= Georg Anton Friedrich Ast =

German philosopher and philologist (1778–1841)

Sophokles: Trauerspiele translated by Friedrich Ast

Georg Anton Friedrich Ast (/ɑːst/; /de/; 29 December 1778 – 31 December 1841) was a German philosopher and philologist.

==Biography==
Ast was born in Gotha. Educated at the University of Jena, he became a privatdozent at Jena in 1802. In 1805, he became professor of classical literature at the Ludwig-Maximilians-Universität in Landshut, where he remained until 1826, when the university was transferred to Munich, now named Ludwig-Maximilians-Universität München. He lived in Munich until his death in 1841.

In recognition of his work, the Bavarian Academy of Sciences made him a member and aulic councillor. He is known principally for his work during the last twenty-five years of his life on the dialogues of Plato. His Plato's Leben and Schriften (1816)—which originated in the Introductions of Friedrich Schleiermacher and the historical scepticism of Niebuhr and Wolf—was the first of those critical inquiries into the life and works of Plato.

Distrusting tradition, he took a few of the finest dialogues as his standard, and from internal evidence denounced as spurious not only those generally admitted to be so (Epinomis, Minos, Theages, Rivales, Clitophon, Hipparchus, Eryxias, Letters and Definitions), but also the Meno, Euthydemus, Charmides, Lysis, Laches, First and Second Alcibiades, Hippias Major and Minor, Ion, Euthyphro, Apology, Crito, and even (against Aristotle's explicit assertion) The Laws. The genuine dialogues he divides into three series:

1. the earliest, marked chiefly by the poetical and dramatic element, i.e. Protagoras, Phaedrus, Gorgias, Phaedo;
2. the second, marked by dialectic subtlety, i.e. Theaetetus, Sophist, Statesman, Parmenides, Cratylus; and
3. the third group, combining both qualities harmoniously, i.e., the Philebus, Symposium, Republic, Timaeus, Critias.

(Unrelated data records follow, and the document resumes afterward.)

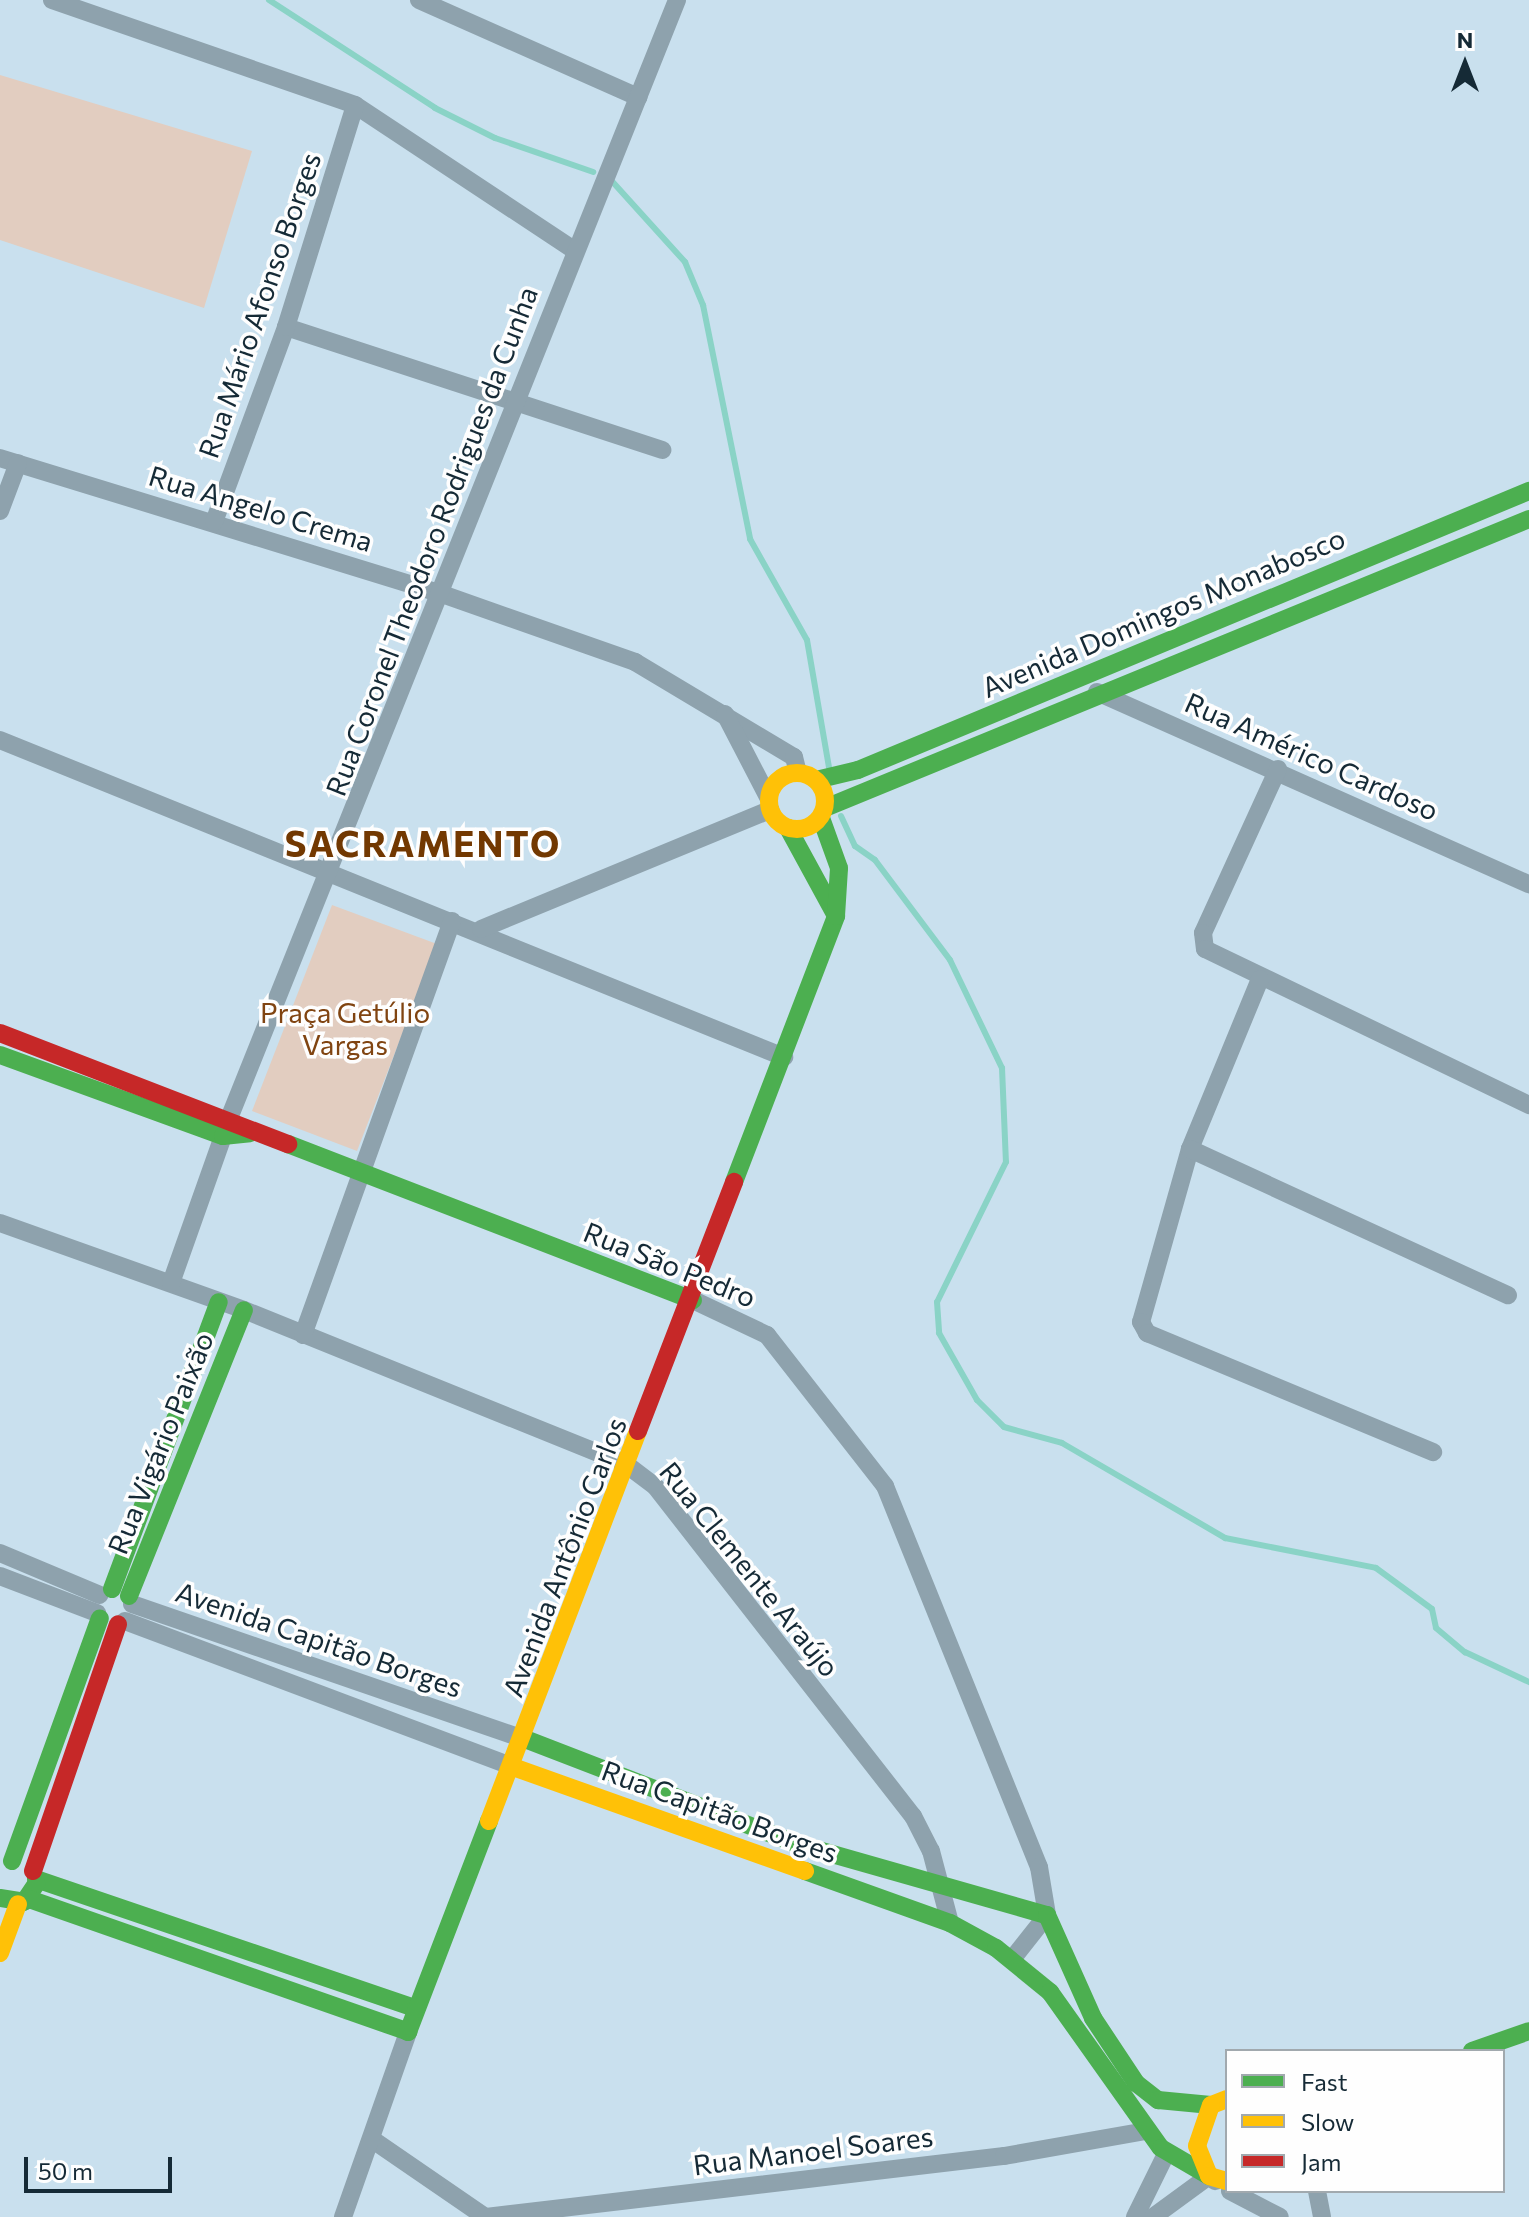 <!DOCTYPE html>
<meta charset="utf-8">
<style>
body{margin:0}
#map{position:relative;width:1529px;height:2217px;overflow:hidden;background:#c9e0ee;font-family:Commissioner,sans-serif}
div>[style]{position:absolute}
.green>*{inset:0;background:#e2cdc0}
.stream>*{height:6px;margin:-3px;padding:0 3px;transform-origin:3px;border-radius:3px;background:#8ad3c6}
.street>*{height:18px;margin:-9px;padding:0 9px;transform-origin:9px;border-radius:9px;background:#8ea2ad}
.fast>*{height:18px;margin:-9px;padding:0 9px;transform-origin:9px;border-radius:9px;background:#4caf50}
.slow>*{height:18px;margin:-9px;padding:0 9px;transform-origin:9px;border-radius:9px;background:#ffc107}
.slow>.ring{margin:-9px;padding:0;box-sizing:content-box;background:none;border:18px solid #ffc107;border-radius:50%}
.jam>*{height:18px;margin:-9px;padding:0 9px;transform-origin:9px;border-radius:9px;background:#c62828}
span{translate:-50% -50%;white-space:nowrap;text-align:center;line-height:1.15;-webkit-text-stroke:7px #fefefe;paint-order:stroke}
.street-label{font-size:28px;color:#152a36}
.park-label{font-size:28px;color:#804411}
.district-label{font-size:36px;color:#723801;font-weight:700;letter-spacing:2px}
.legend{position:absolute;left:1225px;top:2049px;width:280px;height:144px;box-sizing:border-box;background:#fefefe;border:2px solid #a1a9ae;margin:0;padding:10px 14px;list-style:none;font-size:24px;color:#152a36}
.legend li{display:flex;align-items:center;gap:16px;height:40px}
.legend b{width:40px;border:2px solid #a1a9ae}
.north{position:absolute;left:1425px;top:24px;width:80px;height:80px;-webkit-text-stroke:6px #fefefe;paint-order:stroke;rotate:0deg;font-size:22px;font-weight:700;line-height:32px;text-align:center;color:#152a36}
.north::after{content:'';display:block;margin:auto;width:28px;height:36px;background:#152a36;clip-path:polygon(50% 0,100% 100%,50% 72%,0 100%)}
.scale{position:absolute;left:24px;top:2157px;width:148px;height:36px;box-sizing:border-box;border:4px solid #152a36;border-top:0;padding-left:10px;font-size:24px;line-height:28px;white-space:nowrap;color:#152a36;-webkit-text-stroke:6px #fefefe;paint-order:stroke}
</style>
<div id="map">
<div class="green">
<i style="clip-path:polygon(0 75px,252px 151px,204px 308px,0 240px)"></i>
<i style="clip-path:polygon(332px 905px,437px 944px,357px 1151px,252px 1111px)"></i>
</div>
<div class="stream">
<i style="left:269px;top:0;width:198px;rotate:33deg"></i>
<i style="left:435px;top:108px;width:67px;rotate:26.6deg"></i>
<i style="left:495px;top:138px;width:104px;rotate:19.1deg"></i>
<i style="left:610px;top:179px;width:112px;rotate:47.9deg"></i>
<i style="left:685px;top:262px;width:47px;rotate:67.3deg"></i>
<i style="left:703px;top:305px;width:239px;rotate:78.6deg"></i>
<i style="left:750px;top:539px;width:116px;rotate:60.6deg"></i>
<i style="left:807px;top:640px;width:129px;rotate:80.2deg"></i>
<i style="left:841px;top:816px;width:33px;rotate:65deg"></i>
<i style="left:855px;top:846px;width:24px;rotate:35deg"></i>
<i style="left:875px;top:860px;width:125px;rotate:53.1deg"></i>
<i style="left:950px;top:960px;width:120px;rotate:64.3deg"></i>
<i style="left:1002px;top:1068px;width:94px;rotate:87.6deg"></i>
<i style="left:1006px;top:1162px;width:156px;rotate:116.2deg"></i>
<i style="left:937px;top:1302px;width:31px;rotate:86deg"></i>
<i style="left:939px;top:1333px;width:77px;rotate:60.4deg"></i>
<i style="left:977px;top:1400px;width:38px;rotate:45deg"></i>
<i style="left:1004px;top:1427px;width:60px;rotate:15.4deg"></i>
<i style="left:1062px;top:1443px;width:189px;rotate:30.2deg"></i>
<i style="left:1225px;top:1538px;width:154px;rotate:11.2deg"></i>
<i style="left:1376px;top:1568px;width:69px;rotate:36.2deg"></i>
<i style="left:1432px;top:1609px;width:19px;rotate:78deg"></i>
<i style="left:1436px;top:1628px;width:38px;rotate:40deg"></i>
<i style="left:1465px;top:1652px;width:71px;rotate:25.1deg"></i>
</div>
<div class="street">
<i style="left:52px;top:0;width:321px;rotate:19.1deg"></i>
<i style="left:355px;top:105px;width:263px;rotate:33.5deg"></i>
<i style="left:419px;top:0;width:240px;rotate:23.9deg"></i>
<i style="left:286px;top:327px;width:396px;rotate:18.1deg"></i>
<i style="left:0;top:458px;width:462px;rotate:17.1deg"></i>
<i style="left:442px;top:594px;width:205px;rotate:19.4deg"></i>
<i style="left:635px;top:662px;width:185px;rotate:30.9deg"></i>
<i style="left:794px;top:757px;width:16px;rotate:76deg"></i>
<i style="left:0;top:511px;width:51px;rotate:-69.4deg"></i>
<i style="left:214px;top:522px;width:208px;rotate:-69.7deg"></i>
<i style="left:286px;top:327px;width:232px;rotate:-72.7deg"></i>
<i style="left:1097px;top:692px;width:473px;rotate:24deg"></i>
<i style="left:725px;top:714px;width:93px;rotate:62.6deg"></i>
<i style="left:0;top:740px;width:846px;rotate:22.02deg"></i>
<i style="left:1278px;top:769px;width:180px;rotate:114.6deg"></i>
<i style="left:1203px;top:933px;width:16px;rotate:83deg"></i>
<i style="left:1205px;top:949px;width:360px;rotate:25.7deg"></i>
<i style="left:481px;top:929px;width:313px;rotate:-22.4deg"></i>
<i style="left:1260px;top:979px;width:184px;rotate:112.4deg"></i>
<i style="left:1190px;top:1149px;width:180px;rotate:105.8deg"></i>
<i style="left:1141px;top:1322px;width:13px;rotate:61deg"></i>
<i style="left:1147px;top:1333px;width:310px;rotate:22.6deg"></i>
<i style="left:1190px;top:1149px;width:350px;rotate:24.7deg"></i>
<i style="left:0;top:1223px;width:259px;rotate:19.6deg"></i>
<i style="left:244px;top:1310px;width:413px;rotate:22deg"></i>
<i style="left:627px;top:1465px;width:35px;rotate:37deg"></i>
<i style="left:655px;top:1486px;width:419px;rotate:52deg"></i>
<i style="left:913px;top:1816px;width:39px;rotate:63deg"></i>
<i style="left:931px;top:1851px;width:74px;rotate:75.2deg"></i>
<i style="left:171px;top:1283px;width:177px;rotate:-70.5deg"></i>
<i style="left:230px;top:1116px;width:1202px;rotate:-68.17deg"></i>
<i style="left:693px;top:1300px;width:82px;rotate:25.3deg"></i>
<i style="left:767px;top:1335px;width:192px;rotate:52deg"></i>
<i style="left:885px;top:1486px;width:411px;rotate:68deg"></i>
<i style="left:1039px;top:1867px;width:49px;rotate:80.5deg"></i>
<i style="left:1047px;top:1915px;width:55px;rotate:128.3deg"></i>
<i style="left:303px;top:1335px;width:440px;rotate:-70.2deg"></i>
<i style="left:0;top:1553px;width:108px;rotate:22.8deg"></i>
<i style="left:0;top:1576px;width:104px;rotate:20.9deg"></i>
<i style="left:132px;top:1604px;width:416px;rotate:19deg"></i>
<i style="left:125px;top:1621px;width:415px;rotate:20.6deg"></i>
<i style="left:373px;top:2140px;width:136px;rotate:34.5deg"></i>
<i style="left:1230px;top:2191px;width:56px;rotate:27.5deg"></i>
<i style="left:1317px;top:2191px;width:26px;rotate:79deg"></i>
<i style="left:343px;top:2217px;width:196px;rotate:-70.6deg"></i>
<i style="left:486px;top:2217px;width:522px;rotate:-6.72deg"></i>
<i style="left:1004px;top:2156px;width:144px;rotate:-10deg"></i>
<i style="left:1135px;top:2217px;width:72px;rotate:-63.8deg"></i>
<i style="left:1153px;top:2217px;width:69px;rotate:-36.2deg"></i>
<i style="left:1209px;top:2176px;width:8px;rotate:40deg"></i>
</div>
<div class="fast">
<i style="left:816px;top:780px;width:43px;rotate:-13.4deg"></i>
<i style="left:858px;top:770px;width:727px;rotate:-22.58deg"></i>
<i style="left:825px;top:808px;width:761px;rotate:-22.32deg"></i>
<i style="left:788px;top:828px;width:100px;rotate:61.4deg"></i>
<i style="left:0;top:1055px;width:237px;rotate:20deg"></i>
<i style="left:223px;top:1136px;width:27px;rotate:-6deg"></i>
<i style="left:288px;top:1144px;width:434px;rotate:21.1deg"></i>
<i style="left:734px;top:1182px;width:285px;rotate:-69deg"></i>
<i style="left:836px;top:916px;width:48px;rotate:-86.4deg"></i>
<i style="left:839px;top:868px;width:53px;rotate:-109.8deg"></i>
<i style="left:112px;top:1589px;width:306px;rotate:-69.6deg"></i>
<i style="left:129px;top:1596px;width:308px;rotate:-68.1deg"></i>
<i style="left:525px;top:1739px;width:292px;rotate:21.1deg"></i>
<i style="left:797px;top:1844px;width:260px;rotate:15.9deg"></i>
<i style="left:1047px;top:1915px;width:113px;rotate:65.9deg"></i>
<i style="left:1093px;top:2018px;width:78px;rotate:56.5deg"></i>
<i style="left:1136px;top:2083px;width:28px;rotate:38deg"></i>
<i style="left:1158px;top:2100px;width:53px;rotate:5.4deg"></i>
<i style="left:12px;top:1861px;width:258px;rotate:-70.1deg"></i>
<i style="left:805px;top:1871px;width:154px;rotate:19.7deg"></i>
<i style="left:950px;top:1923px;width:52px;rotate:28.5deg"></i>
<i style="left:996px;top:1948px;width:70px;rotate:39.2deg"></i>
<i style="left:1050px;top:1992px;width:191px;rotate:54.6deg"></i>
<i style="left:1161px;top:2148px;width:56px;rotate:30.3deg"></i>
<i style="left:36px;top:1879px;width:400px;rotate:18.8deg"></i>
<i style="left:0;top:1898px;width:24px;rotate:9deg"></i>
<i style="left:24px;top:1902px;width:22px;rotate:-56deg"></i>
<i style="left:29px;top:1899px;width:402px;rotate:19.3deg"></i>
<i style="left:408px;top:2032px;width:226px;rotate:-69deg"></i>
<i style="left:1472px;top:2051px;width:60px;rotate:-19.3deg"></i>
</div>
<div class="slow">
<i class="ring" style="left:769px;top:773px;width:38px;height:38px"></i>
<i style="left:513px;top:1767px;width:310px;rotate:19.6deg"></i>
<i style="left:489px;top:1821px;width:417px;rotate:-69.1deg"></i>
<i style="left:0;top:1953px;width:52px;rotate:-69.8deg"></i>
<i style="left:1227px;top:2099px;width:17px;rotate:159deg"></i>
<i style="left:1211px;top:2105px;width:43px;rotate:108.9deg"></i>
<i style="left:1197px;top:2146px;width:32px;rotate:68deg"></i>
<i style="left:1209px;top:2176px;width:19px;rotate:16deg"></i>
</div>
<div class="jam">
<i style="left:0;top:1033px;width:309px;rotate:21.1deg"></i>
<i style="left:638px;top:1431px;width:267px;rotate:-68.9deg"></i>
<i style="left:33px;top:1871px;width:261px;rotate:-71deg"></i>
</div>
<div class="street-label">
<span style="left:259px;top:305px;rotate:-71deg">Rua Mário Afonso Borges</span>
<span style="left:261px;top:508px;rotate:17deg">Rua Angelo Crema</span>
<span style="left:431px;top:541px;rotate:-69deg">Rua Coronel Theodoro Rodrigues da Cunha</span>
<span style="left:1163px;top:612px;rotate:-23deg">Avenida Domingos Monabosco</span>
<span style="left:1312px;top:756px;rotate:24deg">Rua Américo Cardoso</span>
<span style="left:670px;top:1264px;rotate:22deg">Rua São Pedro</span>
<span style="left:160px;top:1443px;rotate:-68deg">Rua Vigário Paixão</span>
<span style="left:564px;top:1557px;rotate:-69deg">Avenida Antônio Carlos</span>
<span style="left:750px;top:1569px;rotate:51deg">Rua Clemente Araújo</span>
<span style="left:319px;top:1639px;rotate:19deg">Avenida Capitão Borges</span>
<span style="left:720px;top:1811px;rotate:20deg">Rua Capitão Borges</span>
<span style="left:813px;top:2150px;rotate:-7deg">Rua Manoel Soares</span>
</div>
<div class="park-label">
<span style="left:345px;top:1028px">Praça Getúlio<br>Vargas</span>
</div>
<div class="district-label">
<span style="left:423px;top:843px">SACRAMENTO</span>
</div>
<ul class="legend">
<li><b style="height:10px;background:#4caf50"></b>Fast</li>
<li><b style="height:10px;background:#ffc107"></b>Slow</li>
<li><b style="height:10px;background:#c62828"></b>Jam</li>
</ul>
<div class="north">N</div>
<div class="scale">50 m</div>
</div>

The work was followed by a complete edition of Plato's works (2 vols., 1819–1832) with a Latin translation and commentary. His last work was the Lexicon Platonicum (3 vols., 1834–1839), which is both valuable and comprehensive. In his works on aesthetics he combined the views of Schelling with those of Winckelmann, Lessing, Kant, Herder, Schiller and others. His histories of philosophy are marked more by critical scholarship than by originality of thought, though they are interesting as asserting the now familiar principle that the history of philosophy is not the history of opinions, but of reason as a whole; he was among the first to attempt to formulate a principle of the development of thought.

Beside his works on Plato, he wrote, on aesthetics, System der Kunstlehre (1805) and Grundriß der Aesthetik (1807); on the history of philosophy, Grundlinien der Philosophie (1807, republished 1809, but soon forgotten), Grundriß einer Geschichte der Philosophie (1807 and 1825), and Hauptmomente der Geschichte der Philosophie (1829); in philology, Grundlinien der Philologie (1808), and Grundlinien der Grammatik, Hermeneutik und Kritik (1808).

Ast's ideas influenced Schleiermacher, the founder of hermeneutics.